UConn recognizes new graduate assistants union
HARTFORD, Conn. (AP) - The University of Connecticut is officially recognizing the new union that will represent more than 2,100 graduate assistants working throughout the UConn campuses.
Julie Kushner, a leader with United Auto Workers, said Friday the union organization process was unusually smooth and fast. She said the students began signing up co-workers in February, calling the group well-organized.
The State Board of Labor Relations on Thursday determined that more than 50 percent of the graduate students had signed the petition seeking collective bargaining rights. That prompted UConn, which remained neutral throughout the process, to sign a form officially recognizing the union.
Kushner said contract negotiations with the university are expected to begin "very quickly."
As of April 7, UConn employed 2,135 graduate students in assistantships across all campuses except UConn Health Center.
New Haven teen charged in killing
NEW HAVEN, Conn. (AP) - A New Haven man has been charged in the shooting death of a teenager and wounding another youth in March.
Police said Thursday that 18-year-old Jeffrey Covington has been charged with first-degree murder, assault and weapons violations in the shooting death of 17-year-old Taijohn Washington and and the shooting assault of 16-year-old Travon Washington at Lilac and Butler Streets.
Police say an investigation uncovered evidence which identified Covington as the lone shooter.
Covington was being held on a $2 million bond. It was unclear if he had an attorney.
Police Chief Dean Esserman says the department is "committed to the families of our community with the hope that we have brought justice and relief to these grieving families."
BOSTON CASINO OBJECTIONS
Boston mayor objects to casino licensing process
BOSTON (AP) - Boston Mayor Martin J. Walsh's administration is calling on the state's top gambling regulator to recuse himself from the casino licensing process in eastern Massachusetts.

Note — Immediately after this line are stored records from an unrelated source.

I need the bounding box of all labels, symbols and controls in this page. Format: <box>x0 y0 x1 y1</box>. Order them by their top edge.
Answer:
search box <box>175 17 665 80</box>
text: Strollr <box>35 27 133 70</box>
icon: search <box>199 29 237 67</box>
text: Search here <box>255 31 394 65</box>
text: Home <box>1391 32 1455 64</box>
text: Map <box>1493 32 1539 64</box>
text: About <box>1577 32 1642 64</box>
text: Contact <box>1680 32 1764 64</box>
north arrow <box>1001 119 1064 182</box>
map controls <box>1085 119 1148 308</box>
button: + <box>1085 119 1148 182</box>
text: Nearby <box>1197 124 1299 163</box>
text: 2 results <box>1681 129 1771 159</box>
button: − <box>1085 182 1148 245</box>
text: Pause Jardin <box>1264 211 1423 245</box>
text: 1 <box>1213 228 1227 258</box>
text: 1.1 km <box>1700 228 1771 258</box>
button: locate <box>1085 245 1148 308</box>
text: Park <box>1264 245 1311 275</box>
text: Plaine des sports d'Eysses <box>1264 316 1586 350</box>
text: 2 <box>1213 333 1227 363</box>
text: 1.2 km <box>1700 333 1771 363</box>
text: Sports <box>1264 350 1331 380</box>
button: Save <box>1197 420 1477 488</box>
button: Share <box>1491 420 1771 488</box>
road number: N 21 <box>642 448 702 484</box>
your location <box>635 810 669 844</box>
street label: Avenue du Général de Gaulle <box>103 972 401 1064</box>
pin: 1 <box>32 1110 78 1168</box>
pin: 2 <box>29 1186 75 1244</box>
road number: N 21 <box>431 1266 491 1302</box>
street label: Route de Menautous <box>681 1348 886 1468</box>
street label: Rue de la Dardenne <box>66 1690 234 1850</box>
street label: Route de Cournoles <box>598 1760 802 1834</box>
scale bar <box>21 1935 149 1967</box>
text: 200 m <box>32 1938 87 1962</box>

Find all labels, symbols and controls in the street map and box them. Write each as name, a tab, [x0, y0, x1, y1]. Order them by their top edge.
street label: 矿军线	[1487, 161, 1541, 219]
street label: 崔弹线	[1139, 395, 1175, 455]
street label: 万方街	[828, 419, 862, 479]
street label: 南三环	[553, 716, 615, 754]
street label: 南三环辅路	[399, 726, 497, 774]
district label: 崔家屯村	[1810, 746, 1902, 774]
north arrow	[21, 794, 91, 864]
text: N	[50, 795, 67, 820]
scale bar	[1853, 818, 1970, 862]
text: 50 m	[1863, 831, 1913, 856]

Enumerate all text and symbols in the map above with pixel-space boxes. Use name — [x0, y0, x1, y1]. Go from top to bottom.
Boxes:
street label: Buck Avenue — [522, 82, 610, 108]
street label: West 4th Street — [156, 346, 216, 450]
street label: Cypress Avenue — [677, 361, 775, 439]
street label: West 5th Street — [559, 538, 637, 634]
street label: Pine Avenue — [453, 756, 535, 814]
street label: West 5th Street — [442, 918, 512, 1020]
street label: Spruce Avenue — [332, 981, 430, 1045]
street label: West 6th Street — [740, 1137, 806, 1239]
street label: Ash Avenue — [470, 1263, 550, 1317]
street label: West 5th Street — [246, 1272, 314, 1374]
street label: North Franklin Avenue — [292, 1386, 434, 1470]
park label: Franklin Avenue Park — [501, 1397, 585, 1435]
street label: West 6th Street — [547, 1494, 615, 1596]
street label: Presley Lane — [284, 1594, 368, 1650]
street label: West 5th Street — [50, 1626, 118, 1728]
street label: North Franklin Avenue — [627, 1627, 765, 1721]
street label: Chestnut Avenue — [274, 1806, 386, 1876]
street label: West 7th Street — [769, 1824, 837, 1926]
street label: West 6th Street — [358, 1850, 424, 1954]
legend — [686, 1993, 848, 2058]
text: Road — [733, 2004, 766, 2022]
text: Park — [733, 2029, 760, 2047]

In a letter Thursday, the administration accused Massachusetts Gaming Commission Chairman Stephen Crosby of making "prejudicial" statements critical of the city's request to be declared a host community for proposed casinos in nearby Everett and Revere.
Walsh's administration also objects to a May 1 hearing in which the commission is likely to rule on the request. It says the hearing violates the city's due process rights.
If granted host community status, Boston residents would have an opportunity to vote on casino proposals by Mohegan Sun in Revere and Wynn in Everett.
A commission spokeswoman said it remains focused on implementing the casino law in a "transparent and fair" manner.